● **TO DO**: Your answer should consist of each line below that contains the string "auto".

● **PROVIDED RECORDS**:
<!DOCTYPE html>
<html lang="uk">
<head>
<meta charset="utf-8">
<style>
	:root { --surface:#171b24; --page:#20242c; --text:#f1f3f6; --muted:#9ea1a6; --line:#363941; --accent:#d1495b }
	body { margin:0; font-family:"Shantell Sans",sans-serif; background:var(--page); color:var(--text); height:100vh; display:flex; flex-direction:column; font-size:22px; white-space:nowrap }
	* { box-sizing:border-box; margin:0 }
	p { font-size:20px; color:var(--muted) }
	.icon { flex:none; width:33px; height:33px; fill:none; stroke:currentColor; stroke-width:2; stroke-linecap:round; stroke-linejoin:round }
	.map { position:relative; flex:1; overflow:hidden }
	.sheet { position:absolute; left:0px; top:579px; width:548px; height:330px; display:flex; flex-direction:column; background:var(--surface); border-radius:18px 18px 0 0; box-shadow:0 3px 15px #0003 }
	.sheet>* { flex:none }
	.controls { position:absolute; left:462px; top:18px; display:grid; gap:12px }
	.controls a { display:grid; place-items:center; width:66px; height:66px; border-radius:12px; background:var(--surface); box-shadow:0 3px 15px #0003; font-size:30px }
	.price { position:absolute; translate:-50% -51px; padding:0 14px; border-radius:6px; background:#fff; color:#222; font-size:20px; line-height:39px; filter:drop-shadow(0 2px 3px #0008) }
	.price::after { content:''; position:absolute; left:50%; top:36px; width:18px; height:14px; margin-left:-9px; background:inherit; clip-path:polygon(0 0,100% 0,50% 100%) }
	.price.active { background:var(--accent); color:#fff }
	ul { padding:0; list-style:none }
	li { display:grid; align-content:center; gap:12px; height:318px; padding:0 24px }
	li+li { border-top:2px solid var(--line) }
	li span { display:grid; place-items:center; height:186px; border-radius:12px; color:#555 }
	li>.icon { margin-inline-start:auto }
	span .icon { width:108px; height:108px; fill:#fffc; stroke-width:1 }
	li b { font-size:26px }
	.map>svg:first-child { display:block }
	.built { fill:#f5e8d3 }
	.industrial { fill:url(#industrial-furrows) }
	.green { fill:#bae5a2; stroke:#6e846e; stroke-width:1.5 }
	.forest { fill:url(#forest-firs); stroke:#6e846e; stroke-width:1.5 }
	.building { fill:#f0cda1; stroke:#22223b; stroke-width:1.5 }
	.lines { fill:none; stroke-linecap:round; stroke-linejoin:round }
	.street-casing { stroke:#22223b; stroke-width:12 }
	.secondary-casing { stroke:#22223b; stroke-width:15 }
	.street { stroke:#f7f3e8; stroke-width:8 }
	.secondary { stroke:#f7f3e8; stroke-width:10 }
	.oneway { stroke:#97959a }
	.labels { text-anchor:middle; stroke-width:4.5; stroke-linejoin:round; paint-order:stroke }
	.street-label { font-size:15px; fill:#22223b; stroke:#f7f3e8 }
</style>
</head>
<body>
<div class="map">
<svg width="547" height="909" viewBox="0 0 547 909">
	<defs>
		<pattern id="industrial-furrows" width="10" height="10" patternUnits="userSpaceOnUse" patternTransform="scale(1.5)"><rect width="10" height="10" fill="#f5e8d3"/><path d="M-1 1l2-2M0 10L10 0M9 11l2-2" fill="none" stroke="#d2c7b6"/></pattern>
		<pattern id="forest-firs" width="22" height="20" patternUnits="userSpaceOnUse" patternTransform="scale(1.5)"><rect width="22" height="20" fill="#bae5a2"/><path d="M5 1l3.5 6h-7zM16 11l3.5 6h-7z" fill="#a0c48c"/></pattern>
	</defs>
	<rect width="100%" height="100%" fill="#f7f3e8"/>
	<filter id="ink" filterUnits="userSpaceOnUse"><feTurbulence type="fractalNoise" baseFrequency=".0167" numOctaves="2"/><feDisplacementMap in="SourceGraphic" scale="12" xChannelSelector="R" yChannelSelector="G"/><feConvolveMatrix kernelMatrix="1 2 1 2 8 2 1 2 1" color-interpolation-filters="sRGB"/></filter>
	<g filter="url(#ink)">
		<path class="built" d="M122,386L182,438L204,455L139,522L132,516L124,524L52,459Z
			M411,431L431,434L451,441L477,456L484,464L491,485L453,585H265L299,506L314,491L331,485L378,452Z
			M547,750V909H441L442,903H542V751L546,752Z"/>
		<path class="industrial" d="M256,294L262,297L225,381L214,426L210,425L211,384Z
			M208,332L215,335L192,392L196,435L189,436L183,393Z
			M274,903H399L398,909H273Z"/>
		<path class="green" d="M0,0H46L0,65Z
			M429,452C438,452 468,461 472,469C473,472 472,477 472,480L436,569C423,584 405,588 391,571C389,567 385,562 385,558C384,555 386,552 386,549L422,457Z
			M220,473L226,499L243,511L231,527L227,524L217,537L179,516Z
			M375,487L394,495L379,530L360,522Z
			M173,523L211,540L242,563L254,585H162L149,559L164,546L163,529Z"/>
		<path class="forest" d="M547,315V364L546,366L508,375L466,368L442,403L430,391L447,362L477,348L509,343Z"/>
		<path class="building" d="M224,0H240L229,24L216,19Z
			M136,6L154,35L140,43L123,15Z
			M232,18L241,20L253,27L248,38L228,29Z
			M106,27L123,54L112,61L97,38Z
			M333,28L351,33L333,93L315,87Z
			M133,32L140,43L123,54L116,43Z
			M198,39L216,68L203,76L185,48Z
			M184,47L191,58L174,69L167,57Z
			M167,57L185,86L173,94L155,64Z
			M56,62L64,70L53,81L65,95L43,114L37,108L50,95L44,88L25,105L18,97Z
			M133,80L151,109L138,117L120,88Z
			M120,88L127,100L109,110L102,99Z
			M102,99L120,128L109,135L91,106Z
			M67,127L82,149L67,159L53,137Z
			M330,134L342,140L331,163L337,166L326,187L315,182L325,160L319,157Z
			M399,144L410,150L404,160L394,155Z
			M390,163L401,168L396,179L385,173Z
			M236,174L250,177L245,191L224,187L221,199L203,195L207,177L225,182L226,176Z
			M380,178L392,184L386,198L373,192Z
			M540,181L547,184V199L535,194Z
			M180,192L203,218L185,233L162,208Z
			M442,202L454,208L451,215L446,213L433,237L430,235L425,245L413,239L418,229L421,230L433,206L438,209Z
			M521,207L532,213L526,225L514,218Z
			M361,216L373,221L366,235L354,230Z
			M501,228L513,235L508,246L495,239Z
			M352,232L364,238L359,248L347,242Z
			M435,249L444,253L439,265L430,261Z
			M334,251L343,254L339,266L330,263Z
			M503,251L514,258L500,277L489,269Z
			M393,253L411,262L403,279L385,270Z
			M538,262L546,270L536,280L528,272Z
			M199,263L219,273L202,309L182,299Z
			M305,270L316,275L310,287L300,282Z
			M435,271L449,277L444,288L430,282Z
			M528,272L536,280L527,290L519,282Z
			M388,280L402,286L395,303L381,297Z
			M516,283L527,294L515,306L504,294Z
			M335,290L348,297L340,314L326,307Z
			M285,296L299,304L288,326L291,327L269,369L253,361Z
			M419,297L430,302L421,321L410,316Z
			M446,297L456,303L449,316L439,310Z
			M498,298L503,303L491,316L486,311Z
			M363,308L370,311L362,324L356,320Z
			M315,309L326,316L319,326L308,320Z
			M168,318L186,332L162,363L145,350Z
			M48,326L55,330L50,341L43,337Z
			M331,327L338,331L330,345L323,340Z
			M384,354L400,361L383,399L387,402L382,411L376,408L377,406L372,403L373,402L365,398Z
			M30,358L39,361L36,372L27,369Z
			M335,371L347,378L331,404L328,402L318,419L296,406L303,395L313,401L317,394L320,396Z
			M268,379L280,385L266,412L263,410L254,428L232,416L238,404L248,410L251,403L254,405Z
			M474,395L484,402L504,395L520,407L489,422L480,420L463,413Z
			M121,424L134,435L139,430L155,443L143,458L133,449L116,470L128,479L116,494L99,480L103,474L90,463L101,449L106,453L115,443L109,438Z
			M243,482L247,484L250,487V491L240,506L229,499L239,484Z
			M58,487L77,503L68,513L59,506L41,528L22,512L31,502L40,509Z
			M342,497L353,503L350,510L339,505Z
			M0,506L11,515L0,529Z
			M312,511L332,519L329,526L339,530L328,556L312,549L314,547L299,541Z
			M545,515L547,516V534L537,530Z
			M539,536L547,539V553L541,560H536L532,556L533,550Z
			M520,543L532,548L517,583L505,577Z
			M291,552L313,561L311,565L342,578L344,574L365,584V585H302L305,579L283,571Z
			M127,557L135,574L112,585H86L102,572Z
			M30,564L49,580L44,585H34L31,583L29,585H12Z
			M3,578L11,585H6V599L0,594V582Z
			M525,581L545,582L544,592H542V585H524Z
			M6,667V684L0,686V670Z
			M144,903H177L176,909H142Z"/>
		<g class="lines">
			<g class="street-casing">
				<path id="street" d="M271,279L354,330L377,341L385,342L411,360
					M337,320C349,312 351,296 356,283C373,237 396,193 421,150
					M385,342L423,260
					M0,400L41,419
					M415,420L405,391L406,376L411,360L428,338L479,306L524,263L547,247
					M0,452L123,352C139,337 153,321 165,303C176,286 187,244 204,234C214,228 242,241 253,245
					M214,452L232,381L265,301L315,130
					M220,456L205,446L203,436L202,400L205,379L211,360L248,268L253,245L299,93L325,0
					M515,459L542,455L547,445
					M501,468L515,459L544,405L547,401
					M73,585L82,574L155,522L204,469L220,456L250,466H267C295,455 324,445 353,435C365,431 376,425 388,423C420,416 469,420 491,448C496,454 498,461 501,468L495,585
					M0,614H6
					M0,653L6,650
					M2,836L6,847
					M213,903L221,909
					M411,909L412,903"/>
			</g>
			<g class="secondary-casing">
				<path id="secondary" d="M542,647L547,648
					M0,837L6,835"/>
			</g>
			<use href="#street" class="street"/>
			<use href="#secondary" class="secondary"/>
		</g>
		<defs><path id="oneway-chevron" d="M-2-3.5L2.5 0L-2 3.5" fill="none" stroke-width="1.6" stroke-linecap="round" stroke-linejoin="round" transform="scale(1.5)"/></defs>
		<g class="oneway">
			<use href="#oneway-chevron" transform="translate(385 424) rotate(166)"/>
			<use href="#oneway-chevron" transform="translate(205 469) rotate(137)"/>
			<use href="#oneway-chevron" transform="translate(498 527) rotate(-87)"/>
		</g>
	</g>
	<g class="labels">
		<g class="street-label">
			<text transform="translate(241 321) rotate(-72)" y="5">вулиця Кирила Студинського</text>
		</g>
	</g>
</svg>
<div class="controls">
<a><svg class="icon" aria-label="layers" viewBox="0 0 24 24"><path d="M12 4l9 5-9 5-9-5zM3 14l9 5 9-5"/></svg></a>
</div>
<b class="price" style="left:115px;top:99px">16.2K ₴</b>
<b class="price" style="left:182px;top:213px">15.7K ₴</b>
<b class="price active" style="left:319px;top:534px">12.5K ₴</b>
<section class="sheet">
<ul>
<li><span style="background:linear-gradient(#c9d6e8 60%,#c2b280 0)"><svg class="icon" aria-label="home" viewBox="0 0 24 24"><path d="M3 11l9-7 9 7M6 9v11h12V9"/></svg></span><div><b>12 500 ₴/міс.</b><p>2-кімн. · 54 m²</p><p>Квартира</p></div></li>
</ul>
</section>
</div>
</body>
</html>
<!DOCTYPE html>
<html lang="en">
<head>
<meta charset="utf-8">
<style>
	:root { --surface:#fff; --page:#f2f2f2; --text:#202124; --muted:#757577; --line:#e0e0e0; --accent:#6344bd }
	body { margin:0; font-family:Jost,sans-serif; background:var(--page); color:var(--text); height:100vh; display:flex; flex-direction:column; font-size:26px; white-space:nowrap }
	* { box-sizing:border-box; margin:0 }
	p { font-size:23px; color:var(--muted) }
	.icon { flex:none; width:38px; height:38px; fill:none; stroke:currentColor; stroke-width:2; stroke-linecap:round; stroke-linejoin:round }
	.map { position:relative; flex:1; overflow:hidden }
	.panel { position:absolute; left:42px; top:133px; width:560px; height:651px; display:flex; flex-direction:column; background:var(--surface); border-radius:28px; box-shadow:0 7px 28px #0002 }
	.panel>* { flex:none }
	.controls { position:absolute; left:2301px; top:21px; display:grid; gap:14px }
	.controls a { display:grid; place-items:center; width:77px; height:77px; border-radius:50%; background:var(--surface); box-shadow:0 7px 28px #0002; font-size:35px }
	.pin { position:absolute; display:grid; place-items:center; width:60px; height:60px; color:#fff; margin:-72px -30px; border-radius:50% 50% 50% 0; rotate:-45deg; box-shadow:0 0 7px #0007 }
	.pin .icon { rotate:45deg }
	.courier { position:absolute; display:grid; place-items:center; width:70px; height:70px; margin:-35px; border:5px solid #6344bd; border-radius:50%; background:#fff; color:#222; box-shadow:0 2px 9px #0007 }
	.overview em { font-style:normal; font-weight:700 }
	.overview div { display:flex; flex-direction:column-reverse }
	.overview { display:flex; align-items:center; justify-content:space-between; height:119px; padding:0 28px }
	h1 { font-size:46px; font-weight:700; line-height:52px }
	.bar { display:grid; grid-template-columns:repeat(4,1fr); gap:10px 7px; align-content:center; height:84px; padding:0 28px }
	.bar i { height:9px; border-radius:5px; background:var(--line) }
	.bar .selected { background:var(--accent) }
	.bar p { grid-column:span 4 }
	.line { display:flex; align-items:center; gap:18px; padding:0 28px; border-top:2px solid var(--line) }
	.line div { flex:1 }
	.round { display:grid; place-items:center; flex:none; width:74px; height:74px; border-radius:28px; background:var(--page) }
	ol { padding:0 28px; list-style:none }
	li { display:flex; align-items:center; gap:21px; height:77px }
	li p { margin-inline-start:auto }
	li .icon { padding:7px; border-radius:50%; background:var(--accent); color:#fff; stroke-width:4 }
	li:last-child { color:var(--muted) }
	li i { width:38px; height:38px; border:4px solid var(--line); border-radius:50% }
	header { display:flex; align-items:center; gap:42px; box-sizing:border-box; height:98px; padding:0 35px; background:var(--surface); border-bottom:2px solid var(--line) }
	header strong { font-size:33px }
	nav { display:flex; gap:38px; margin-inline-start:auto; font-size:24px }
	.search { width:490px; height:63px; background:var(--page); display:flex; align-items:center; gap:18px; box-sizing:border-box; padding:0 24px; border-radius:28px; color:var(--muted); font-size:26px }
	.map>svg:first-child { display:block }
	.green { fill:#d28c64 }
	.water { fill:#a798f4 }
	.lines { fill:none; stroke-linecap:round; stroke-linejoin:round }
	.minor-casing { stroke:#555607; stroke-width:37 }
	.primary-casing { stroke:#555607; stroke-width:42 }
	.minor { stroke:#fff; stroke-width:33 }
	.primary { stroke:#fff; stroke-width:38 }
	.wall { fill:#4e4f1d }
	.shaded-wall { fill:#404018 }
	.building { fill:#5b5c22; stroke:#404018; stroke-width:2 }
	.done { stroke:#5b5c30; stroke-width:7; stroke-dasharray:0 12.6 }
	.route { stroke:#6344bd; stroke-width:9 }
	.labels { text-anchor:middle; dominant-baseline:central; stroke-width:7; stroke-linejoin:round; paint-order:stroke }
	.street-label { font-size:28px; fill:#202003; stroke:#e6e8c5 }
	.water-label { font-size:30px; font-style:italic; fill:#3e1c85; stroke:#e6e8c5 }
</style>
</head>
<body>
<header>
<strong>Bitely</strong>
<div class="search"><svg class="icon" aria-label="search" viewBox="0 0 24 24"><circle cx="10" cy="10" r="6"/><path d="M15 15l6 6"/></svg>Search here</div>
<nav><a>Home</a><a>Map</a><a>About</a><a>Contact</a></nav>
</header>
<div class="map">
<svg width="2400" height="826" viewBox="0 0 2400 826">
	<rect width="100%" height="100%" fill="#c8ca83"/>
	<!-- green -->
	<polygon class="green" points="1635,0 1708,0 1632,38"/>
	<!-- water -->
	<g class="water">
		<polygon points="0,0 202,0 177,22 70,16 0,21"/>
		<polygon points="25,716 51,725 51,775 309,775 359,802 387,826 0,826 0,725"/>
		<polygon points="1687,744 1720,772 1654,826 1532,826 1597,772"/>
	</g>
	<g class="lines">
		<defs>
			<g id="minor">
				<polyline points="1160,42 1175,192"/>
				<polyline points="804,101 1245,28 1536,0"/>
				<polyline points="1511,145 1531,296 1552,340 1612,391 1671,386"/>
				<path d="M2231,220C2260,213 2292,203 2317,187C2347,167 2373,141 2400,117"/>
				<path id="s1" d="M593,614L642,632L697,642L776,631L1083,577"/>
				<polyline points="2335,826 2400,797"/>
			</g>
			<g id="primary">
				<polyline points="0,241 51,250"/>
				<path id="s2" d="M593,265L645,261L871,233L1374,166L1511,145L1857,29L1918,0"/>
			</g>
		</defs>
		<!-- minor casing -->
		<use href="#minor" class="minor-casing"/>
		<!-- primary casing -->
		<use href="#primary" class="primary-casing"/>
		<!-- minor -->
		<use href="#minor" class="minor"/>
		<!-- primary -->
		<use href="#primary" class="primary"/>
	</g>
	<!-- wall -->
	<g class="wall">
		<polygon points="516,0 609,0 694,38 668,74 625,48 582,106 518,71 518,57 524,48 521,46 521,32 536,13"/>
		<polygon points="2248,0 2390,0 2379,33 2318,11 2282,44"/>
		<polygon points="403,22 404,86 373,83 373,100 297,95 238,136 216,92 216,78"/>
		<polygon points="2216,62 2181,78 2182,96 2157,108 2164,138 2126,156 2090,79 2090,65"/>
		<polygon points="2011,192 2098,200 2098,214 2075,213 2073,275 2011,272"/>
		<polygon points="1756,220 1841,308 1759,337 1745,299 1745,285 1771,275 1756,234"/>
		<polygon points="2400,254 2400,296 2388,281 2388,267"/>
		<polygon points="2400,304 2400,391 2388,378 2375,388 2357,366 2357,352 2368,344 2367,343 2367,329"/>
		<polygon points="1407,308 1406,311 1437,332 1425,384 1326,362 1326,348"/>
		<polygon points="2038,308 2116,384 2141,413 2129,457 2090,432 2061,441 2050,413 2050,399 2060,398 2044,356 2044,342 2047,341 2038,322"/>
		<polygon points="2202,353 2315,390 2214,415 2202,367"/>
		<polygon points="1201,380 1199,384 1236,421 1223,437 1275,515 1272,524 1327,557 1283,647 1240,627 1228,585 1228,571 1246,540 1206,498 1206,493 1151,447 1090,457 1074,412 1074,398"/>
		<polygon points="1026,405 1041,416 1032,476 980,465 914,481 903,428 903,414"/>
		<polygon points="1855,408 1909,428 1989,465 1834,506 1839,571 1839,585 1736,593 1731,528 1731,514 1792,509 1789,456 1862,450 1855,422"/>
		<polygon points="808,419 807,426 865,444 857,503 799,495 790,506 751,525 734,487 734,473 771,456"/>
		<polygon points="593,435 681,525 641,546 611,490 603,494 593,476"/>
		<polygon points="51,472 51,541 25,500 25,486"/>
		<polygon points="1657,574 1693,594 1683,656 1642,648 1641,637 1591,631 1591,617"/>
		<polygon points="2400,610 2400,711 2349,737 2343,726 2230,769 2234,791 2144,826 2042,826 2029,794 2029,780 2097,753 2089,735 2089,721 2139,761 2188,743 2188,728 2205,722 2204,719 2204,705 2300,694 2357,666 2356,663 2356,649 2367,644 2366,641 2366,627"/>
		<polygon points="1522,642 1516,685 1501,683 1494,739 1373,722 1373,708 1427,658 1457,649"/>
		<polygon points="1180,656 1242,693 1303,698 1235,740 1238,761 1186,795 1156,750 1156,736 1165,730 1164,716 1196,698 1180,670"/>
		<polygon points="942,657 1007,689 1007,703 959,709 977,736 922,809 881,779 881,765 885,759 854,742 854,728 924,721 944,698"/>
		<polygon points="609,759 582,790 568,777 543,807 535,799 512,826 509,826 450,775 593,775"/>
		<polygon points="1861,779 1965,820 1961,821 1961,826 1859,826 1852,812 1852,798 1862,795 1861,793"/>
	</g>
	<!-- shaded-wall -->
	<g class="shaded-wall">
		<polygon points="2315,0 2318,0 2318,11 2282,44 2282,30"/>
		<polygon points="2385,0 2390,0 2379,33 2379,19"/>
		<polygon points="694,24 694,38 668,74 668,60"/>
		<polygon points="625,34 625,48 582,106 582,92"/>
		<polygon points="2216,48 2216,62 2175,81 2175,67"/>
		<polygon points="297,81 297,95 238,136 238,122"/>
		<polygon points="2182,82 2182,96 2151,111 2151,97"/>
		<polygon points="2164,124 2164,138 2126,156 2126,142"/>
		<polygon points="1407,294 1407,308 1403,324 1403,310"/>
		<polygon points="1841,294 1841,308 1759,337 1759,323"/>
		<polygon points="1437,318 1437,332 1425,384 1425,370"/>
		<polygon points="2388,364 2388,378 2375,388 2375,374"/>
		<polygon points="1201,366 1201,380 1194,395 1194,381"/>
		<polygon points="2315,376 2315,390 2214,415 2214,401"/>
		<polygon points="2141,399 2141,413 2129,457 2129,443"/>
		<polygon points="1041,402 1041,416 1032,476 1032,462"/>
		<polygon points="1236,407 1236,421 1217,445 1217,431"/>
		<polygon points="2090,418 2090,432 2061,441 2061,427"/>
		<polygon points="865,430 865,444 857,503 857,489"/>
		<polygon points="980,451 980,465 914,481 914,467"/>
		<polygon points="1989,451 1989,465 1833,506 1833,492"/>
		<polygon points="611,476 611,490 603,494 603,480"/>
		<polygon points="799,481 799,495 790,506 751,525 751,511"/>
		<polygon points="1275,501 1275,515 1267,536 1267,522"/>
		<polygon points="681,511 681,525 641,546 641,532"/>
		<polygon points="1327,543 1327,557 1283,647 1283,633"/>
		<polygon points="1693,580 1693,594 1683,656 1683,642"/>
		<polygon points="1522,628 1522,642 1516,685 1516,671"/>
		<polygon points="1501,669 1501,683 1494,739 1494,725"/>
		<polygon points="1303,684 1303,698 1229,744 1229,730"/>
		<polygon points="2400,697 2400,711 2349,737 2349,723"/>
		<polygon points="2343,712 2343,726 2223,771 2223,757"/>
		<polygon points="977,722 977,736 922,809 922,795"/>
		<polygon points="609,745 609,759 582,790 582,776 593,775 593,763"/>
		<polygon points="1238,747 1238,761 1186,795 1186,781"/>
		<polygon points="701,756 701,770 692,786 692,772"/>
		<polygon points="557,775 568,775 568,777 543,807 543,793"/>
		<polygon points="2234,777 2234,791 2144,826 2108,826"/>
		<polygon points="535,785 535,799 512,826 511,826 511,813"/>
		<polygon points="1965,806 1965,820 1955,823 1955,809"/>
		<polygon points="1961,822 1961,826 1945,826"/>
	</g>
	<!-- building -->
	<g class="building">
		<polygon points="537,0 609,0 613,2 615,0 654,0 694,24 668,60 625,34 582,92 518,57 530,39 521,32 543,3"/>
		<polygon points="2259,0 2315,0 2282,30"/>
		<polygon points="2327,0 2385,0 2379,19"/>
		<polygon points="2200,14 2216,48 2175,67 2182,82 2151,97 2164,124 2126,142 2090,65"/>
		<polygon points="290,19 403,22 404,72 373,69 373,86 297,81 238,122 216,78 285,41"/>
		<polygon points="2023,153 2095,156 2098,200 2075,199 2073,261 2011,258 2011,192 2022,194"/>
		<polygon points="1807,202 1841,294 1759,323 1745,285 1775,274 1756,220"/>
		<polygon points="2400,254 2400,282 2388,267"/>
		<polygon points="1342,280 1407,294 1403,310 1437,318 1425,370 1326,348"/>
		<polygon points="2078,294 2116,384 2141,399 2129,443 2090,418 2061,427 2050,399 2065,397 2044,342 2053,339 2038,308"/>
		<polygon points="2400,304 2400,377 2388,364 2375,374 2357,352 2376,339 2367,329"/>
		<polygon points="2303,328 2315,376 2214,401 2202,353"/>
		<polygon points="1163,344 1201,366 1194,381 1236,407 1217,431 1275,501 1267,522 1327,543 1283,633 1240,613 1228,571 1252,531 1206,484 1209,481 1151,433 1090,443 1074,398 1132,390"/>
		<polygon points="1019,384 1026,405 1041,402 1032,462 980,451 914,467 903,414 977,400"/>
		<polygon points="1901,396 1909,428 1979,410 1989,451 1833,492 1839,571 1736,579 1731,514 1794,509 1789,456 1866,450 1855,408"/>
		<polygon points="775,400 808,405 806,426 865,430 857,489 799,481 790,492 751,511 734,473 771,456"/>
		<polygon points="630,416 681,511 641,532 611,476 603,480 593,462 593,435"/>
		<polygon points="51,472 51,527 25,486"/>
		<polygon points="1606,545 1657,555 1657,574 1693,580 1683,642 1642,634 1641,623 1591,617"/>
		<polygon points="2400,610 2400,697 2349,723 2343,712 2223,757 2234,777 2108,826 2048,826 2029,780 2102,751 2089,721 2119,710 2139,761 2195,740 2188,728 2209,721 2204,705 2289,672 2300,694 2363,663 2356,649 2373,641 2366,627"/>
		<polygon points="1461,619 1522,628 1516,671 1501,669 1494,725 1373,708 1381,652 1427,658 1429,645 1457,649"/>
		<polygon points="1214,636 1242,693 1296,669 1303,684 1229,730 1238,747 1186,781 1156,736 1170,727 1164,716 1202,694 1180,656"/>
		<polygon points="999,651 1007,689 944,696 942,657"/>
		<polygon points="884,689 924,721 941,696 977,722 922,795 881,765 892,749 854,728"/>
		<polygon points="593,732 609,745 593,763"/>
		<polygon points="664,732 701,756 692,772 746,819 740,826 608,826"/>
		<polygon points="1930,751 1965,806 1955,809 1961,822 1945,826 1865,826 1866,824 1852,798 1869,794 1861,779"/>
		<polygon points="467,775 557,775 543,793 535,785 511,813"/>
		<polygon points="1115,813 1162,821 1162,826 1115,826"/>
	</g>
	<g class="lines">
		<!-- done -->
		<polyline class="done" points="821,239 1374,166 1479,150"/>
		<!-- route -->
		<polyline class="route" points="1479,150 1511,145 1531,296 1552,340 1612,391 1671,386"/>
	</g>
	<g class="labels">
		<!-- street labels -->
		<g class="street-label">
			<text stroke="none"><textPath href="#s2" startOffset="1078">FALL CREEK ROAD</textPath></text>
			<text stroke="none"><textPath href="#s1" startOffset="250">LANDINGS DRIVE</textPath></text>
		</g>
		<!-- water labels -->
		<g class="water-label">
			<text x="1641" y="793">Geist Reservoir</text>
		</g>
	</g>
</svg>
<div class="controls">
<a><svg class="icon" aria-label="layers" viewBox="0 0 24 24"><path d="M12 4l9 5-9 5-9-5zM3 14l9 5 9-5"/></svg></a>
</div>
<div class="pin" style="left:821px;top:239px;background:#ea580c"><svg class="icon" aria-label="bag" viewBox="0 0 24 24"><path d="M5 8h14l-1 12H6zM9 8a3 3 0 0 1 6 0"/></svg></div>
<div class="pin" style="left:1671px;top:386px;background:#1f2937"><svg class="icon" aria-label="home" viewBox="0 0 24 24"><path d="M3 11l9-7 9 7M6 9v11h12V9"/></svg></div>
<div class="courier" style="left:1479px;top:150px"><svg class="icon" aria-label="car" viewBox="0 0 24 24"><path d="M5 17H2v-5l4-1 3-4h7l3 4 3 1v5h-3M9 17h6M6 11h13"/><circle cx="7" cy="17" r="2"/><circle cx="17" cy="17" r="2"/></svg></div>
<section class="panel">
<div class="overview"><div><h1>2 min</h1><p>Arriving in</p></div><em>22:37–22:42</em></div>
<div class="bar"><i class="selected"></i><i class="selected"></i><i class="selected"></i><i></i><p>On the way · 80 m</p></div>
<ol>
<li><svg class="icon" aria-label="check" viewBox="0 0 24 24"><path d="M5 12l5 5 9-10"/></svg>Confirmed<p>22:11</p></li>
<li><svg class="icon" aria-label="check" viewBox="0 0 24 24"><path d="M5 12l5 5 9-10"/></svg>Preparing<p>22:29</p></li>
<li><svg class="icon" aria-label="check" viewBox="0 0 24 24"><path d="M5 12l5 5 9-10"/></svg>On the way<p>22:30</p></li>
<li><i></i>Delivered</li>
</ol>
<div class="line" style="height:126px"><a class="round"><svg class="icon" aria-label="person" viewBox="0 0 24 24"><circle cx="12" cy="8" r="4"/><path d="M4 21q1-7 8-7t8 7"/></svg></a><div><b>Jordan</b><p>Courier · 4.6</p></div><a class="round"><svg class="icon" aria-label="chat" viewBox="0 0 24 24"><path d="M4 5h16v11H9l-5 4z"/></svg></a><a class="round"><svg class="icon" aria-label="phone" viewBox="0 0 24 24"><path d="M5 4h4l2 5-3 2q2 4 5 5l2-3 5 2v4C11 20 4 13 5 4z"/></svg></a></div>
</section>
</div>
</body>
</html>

● **RESPONSE TO THIS TASK**:
	li>.icon { margin-inline-start:auto }
	li p { margin-inline-start:auto }
	nav { display:flex; gap:38px; margin-inline-start:auto; font-size:24px }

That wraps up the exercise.